La nature existe encore, quelle consolation… Et, mieux encore, elle se repose de nous et de nos œuvres.
Il faudrait beaucoup de temps pour qu’elle recouvre toute sa pureté, même si nous ne revenions jamais l’empoisonner. Les décharges sauvages dans les bois et les clairières nous laissent perplexes, cet après-midi, mon amour et moi, non qu’elles nous surprennent encore mais l’énormité de la bêtise qu’elles dénotent est incommensurable et notre effroi est à sa mesure ; elles me répugnent et me dépriment tant que je ne peux me résoudre à les prendre en photo ; à la limite, je peux en montrer une trace qui a été soumise au feu, en quelque sorte lavée – une ordure comparativement propre :
Sans nous, la nature resplendit avec une délicatesse nabi,
elle miroite et chante et chuinte.
Nous y trouvons trois météorites semblables à celle-ci, des blocs ontologiques tombés du ciel,
et du sol aussi jaillissent des motifs plus fascinants et admirables qu’aucun schéma de main humaine.

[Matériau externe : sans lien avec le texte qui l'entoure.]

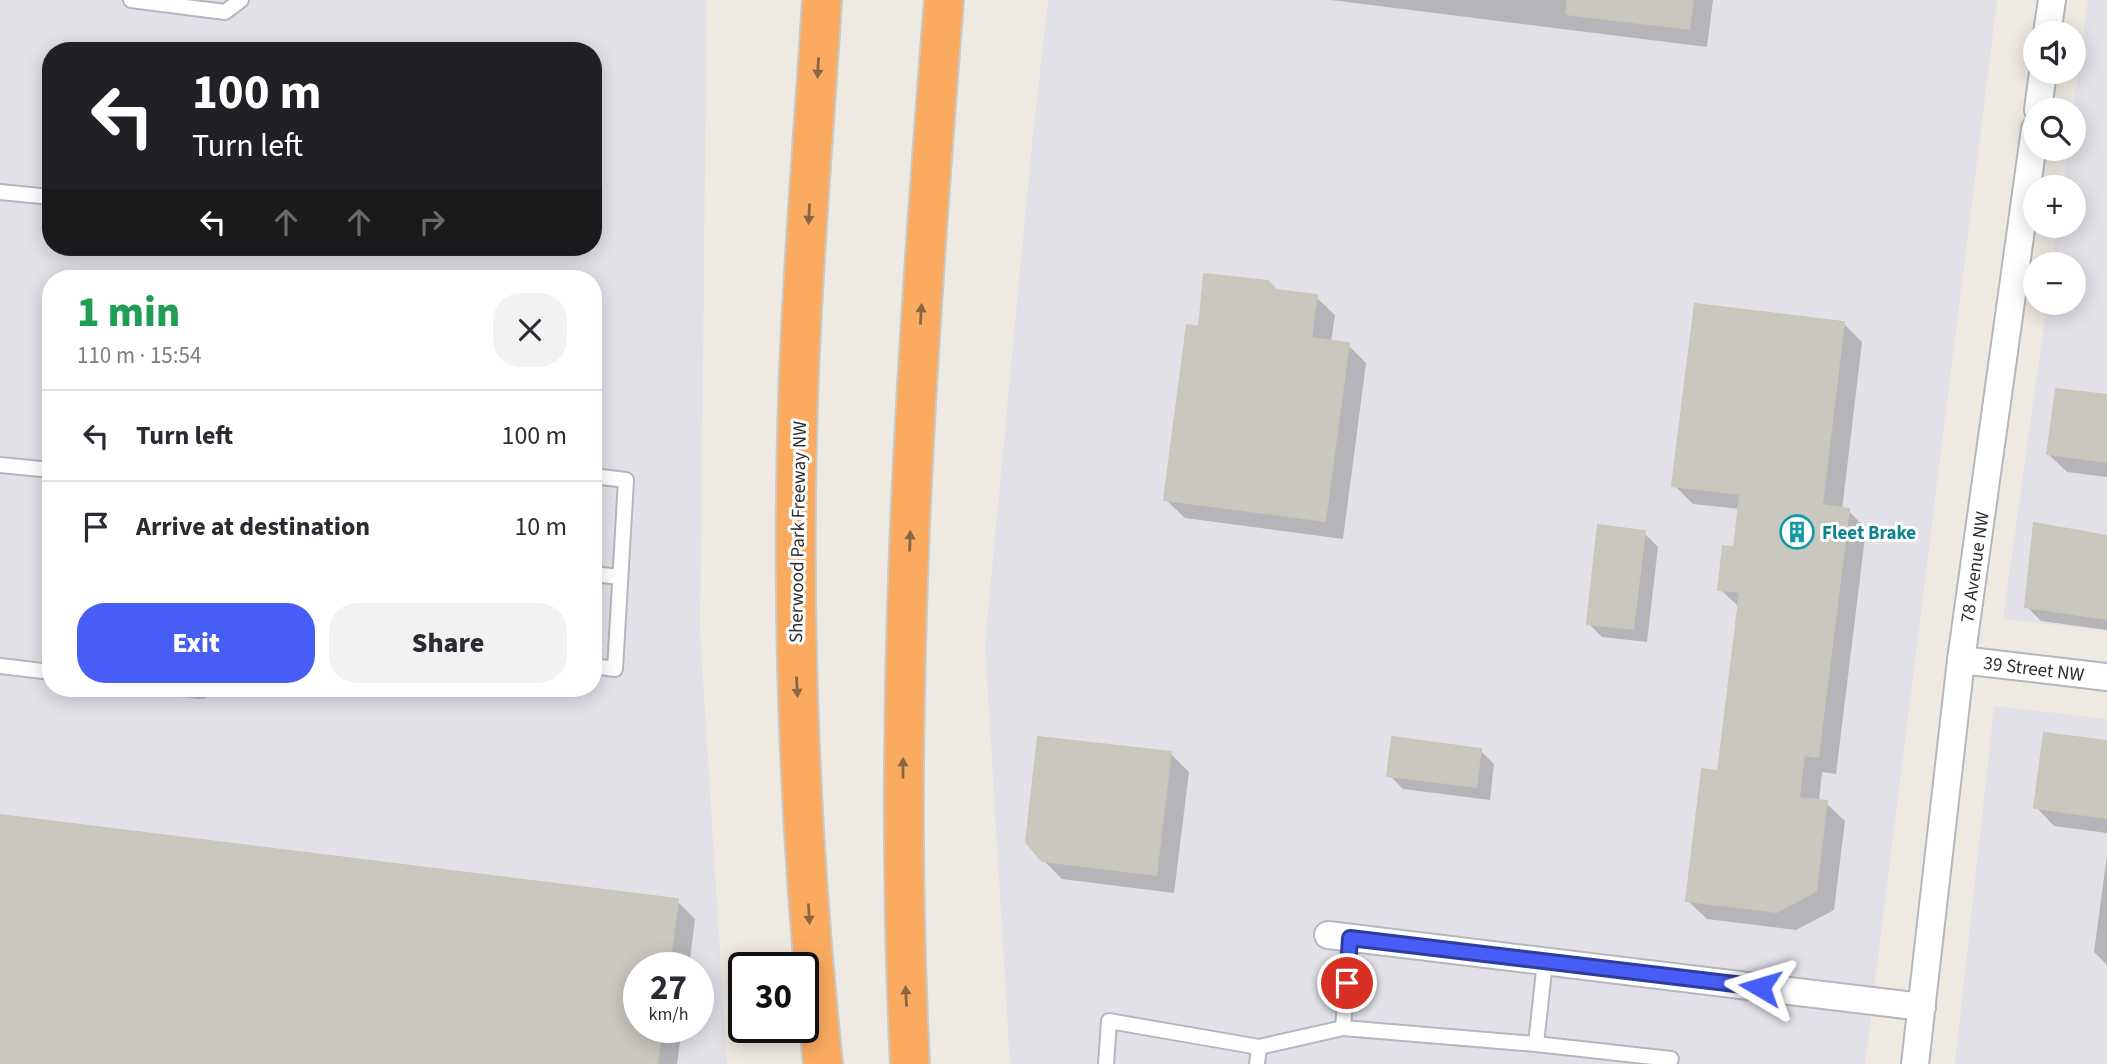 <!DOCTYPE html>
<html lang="en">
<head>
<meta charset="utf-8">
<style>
  body { margin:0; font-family:"Source Sans 3",sans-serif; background:#f2f2f3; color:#2b2b33; height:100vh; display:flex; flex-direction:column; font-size:26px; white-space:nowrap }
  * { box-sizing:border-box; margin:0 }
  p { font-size:23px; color:#7c7c81 }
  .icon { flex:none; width:38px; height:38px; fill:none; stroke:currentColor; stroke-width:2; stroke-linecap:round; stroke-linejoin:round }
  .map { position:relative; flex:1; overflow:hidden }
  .panel { position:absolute; left:42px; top:270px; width:560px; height:427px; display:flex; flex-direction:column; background:#fff; border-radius:28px; box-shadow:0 4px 18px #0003 }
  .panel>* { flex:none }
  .hud { position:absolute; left:42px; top:42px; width:560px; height:214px; border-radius:28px; box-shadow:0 4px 18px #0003; background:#202124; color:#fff; overflow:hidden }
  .fabs { position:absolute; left:2023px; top:21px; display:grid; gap:14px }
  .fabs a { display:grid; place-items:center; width:63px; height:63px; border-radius:50%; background:#fff; box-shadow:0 4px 18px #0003; font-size:35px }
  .speed { position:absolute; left:623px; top:952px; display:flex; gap:14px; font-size:35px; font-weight:700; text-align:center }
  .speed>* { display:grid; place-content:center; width:91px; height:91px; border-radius:50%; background:#fff; box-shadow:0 4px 18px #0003; line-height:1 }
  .speed small { font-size:18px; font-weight:400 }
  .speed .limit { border:4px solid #111; border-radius:10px; background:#fff; color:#111 }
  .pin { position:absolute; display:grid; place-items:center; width:60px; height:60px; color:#fff; margin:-30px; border:4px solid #fff; border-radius:50%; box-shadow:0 2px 7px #0007 }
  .me { position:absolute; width:77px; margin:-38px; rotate:277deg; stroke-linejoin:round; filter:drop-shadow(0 0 5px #0008) }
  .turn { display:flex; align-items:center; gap:24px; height:147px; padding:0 35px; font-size:32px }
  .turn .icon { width:91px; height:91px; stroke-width:2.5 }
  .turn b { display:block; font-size:49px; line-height:60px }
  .lanes { display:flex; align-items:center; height:66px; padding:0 35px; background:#0003; justify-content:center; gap:35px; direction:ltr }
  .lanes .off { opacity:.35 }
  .round { display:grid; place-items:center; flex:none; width:74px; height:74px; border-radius:28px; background:#f2f2f3 }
  .summary { display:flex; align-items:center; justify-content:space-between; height:119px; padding:0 35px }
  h1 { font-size:42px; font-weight:800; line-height:52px; color:#1e9e55 }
  .action { display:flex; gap:14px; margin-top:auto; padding:14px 35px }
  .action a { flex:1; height:80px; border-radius:28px; background:#475ef6; color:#fff; font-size:28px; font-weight:800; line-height:80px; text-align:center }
  .action a+a { background:#f2f2f3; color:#2b2b33 }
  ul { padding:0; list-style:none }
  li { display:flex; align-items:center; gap:21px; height:91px; padding:0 35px; border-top:2px solid #e1e1e2 }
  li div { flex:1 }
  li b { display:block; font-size:26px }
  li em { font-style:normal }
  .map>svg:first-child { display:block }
</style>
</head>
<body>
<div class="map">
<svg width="2107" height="1064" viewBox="0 0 2107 1064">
  <rect width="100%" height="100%" fill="#eee9e1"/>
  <g fill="#e3e1e8" fill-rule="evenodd">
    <path d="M0,0H707L700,630L727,1064H0ZM51,51H593V247H51ZM51,278H593V688H51ZM639,968H698V1027H639Z"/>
    <path d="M1048,0H1997L1865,1064H1010L985,644L1031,153Z"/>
    <path d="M2088,0H2107V631L2003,619L2047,303H2074V264H2052L2057,226H2074V187H2063L2068,149H2074L2073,110Z"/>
    <path d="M1994,706L2107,719V1064H1955Z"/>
  </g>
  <g fill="#0003">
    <path d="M1331,0H1713L1707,47Z"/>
    <path d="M1277,292L1316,297L1335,315L1331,342L1348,345L1366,363L1343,539L1185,518L1166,500L1201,329Z"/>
    <path d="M1844,324L1862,342L1842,510H1848L1866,529L1836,774L1822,772L1819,802L1826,803L1845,821L1834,910L1796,930L1707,919L1688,901L1720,773L1740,608L1720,589L1735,549L1740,509L1693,504L1674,485Z"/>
    <path d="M2107,397V477L2067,472L2048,454Z"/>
    <path d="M1644,533L1658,547L1647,642L1602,637L1588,623Z"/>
    <path d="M2107,538V630L2041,621L2027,607Z"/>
    <path d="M2107,743V833L2054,826L2036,807Z"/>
    <path d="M1480,750L1494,764L1490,800L1403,789L1389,775Z"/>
    <path d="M1171,754L1189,772L1174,893L1062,879L1043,860Z"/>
    <path d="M0,817L677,901L695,919L689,968H639V1027H682L677,1064H0Z"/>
    <path d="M2107,855V965L2094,952Z"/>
  </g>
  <g fill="#cac7bf" stroke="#cac6ba" stroke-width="2">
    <path d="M1567,0H1693L1689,29L1566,14Z"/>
    <path d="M1204,274L1268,281L1276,290L1317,295L1311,338L1349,343L1325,521L1164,500L1187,325L1199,327Z"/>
    <path d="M1695,304L1844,322L1822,505L1849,509L1818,757L1804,755L1799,798L1827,801L1816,891L1777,912L1686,901L1702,769L1718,771L1740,592L1718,590L1723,546L1734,547L1740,494L1672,486Z"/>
    <path d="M2056,389L2107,395V462L2047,454Z"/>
    <path d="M2034,523L2107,536V619L2025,607Z"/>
    <path d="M1598,525L1645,531L1633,629L1587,624Z"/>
    <path d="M2044,733L2107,741V818L2034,808Z"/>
    <path d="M1038,737L1171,752L1156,875L1042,861L1026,842Z"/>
    <path d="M1392,737L1481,749L1476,787L1387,776Z"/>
    <path d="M0,815L678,899L669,968H639V1027H662L657,1064H0Z"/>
  </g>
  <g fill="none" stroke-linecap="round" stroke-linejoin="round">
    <defs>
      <g id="lane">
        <path d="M131,0L225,12L241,0"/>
        <path d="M0,192L51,197"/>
        <path d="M0,465L51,470"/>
        <path d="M593,476L626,480L615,669L593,666"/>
        <path d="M593,574L620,577"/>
        <path d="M0,666L51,672"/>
        <path d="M183,688L201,690"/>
        <path d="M1350,938L1343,1028L1536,1044"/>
        <path d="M1545,961L1536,1044L1671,1059"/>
        <path d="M1106,1064L1109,1021L1259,1047"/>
        <path d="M1257,1064L1259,1047L1343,1028"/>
      </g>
      <g id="street">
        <path d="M2047,33L2052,0"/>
        <path d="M2038,110L2043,72"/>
        <path d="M1961,660L2107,677"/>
        <path d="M1328,935L1922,1007"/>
        <path d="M1915,1064L1961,660L2035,129"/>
      </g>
      <g id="highway">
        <path d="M822,0C814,133 802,267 798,401C791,622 800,844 823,1064"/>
        <path d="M910,1064C892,709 916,354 944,0"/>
      </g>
    </defs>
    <use href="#lane" stroke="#b4b6c0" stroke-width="18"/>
    <use href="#street" stroke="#b4b6c0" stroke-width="30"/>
    <use href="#highway" stroke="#c9c9c9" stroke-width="42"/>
    <use href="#lane" stroke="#fff" stroke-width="14"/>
    <use href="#street" stroke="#fff" stroke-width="26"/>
    <use href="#highway" stroke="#faab60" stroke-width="38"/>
  </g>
  <defs><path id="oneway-solid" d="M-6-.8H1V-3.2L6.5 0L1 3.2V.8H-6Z" transform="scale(1.75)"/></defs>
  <g fill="#8a6644">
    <use href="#oneway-solid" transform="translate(818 68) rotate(93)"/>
    <use href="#oneway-solid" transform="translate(809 214) rotate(93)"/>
    <use href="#oneway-solid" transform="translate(921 314) rotate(-87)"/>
    <use href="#oneway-solid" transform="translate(910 541) rotate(-88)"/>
    <use href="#oneway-solid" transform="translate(797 687) rotate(87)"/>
    <use href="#oneway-solid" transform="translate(903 768) rotate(-90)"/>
    <use href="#oneway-solid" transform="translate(809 914) rotate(87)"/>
    <use href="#oneway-solid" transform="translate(906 996) rotate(-93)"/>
  </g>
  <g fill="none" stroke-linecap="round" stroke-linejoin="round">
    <defs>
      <path id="route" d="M1347,983L1350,938L1760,987"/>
    </defs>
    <use href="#route" stroke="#2e3da0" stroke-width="18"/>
    <use href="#route" stroke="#475ef6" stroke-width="12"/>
  </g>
  <defs>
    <symbol id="building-ring" viewBox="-11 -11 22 22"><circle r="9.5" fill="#fff" stroke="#0f9aa8" stroke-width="1.5"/><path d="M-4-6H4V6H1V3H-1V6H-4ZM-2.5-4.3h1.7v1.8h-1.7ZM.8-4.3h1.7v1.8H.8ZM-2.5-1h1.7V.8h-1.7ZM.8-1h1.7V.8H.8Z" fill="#0f9aa8"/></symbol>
  </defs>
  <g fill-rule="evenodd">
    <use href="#building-ring" x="1778" y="513" width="38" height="38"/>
  </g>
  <g text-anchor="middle" stroke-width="6" stroke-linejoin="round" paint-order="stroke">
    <g font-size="19" fill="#2e2e2e" stroke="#fff">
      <text transform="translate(797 532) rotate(-89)" y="7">Sherwood Park Freeway NW</text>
      <text transform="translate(1974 567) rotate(-82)" y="7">78 Avenue NW</text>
      <text transform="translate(2034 668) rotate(7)" y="7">39 Street NW</text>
    </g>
    <g font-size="19" font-weight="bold" fill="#0d838f" stroke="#fff" text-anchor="start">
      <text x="1822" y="539">Fleet Brake</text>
    </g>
  </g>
</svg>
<div class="fabs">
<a><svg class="icon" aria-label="sound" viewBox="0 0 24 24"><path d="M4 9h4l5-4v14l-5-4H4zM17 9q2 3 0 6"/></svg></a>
<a><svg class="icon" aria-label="search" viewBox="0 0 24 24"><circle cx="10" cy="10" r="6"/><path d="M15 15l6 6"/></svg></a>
<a>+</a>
<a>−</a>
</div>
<div class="speed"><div>27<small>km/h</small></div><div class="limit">30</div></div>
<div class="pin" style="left:1347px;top:983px;background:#d93025"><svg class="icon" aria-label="arrive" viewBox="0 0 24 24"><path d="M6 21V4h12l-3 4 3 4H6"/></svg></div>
<svg class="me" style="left:1760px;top:987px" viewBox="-20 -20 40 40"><path d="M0-17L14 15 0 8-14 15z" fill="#475ef6" stroke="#fff" stroke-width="4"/></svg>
<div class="hud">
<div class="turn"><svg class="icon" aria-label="left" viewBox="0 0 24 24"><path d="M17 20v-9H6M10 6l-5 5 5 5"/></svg><div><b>100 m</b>Turn left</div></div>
<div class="lanes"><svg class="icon" aria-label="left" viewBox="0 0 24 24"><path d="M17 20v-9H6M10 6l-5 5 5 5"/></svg><svg class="icon off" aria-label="ahead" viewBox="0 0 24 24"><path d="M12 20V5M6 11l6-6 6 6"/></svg><svg class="icon off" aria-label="ahead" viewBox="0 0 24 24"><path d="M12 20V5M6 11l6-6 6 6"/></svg><svg class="icon off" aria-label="right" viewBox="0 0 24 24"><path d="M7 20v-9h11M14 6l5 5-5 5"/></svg></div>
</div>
<section class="panel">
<div class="summary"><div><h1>1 min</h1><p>110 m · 15:54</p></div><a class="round"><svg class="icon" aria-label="close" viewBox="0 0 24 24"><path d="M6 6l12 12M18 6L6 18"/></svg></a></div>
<ul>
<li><svg class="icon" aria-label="left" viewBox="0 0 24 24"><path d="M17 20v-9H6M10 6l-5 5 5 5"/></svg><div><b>Turn left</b></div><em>100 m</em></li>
<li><svg class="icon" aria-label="arrive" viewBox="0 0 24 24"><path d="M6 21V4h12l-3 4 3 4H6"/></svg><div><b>Arrive at destination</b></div><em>10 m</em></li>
</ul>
<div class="action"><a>Exit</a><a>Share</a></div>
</section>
</div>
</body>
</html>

Ces derniers jours, j’ai souvent fantasmé d’aller vivre dans les bois. Quand ma raison a flanché, avant-hier, j’ai cru que mon amour allait me fuir pour toujours et je me suis dit que si je devais être confrontée à un tel cauchemar, j’abandonnerais tout et partirais dans les bois avec un sac à dos, un peu de matériel de camping, et irais m’achever au milieu des petits mammifères et des oiseaux. Je m’accrochais à cette image, la seule qui me consolait tandis que je tremblais de peur. Je me demandais seulement si Dame Sam accepterait de m’accompagner – c’est une vieille Dame, elle aime son confort et sa tranquillité. Je savais déjà exactement où j’irais, comment, et ce que j’emporterais dans mon sac à dos. Puis je me suis rappelé un film et un livre que par coïncidence j’ai découverts successivement, il y a deux ou trois mois, et dans lesquels des résistants à un système oppressif se réunissent dans les forêts : Lobster de Yórgos Lánthimos et Notre vie dans les forêts de Marie Darrieussecq. Ce n’est pas un hasard, cet élan qui nous pousse vers les bois. Il y a deux races, me dis-je : il y a ceux qui continueront de s’agglutiner dans les villes dont la densité de population fait des bombes atomiques à retardement, et il y a ceux qui fuiront dans les forêts. Je rumine cette idée depuis plusieurs jours et voici que nous découvrons, au cours de notre promenade du jour, un campement détruit dans un bois bien caché.
Deuxième fin de journée au fenouil. Et, notre lycéen ayant trop de travail, pas plus belote que d’apéro ce soir. C’est pourquoi je peux poster ce JC+12 à JC+12. Une première dans ce Journal de Confinement.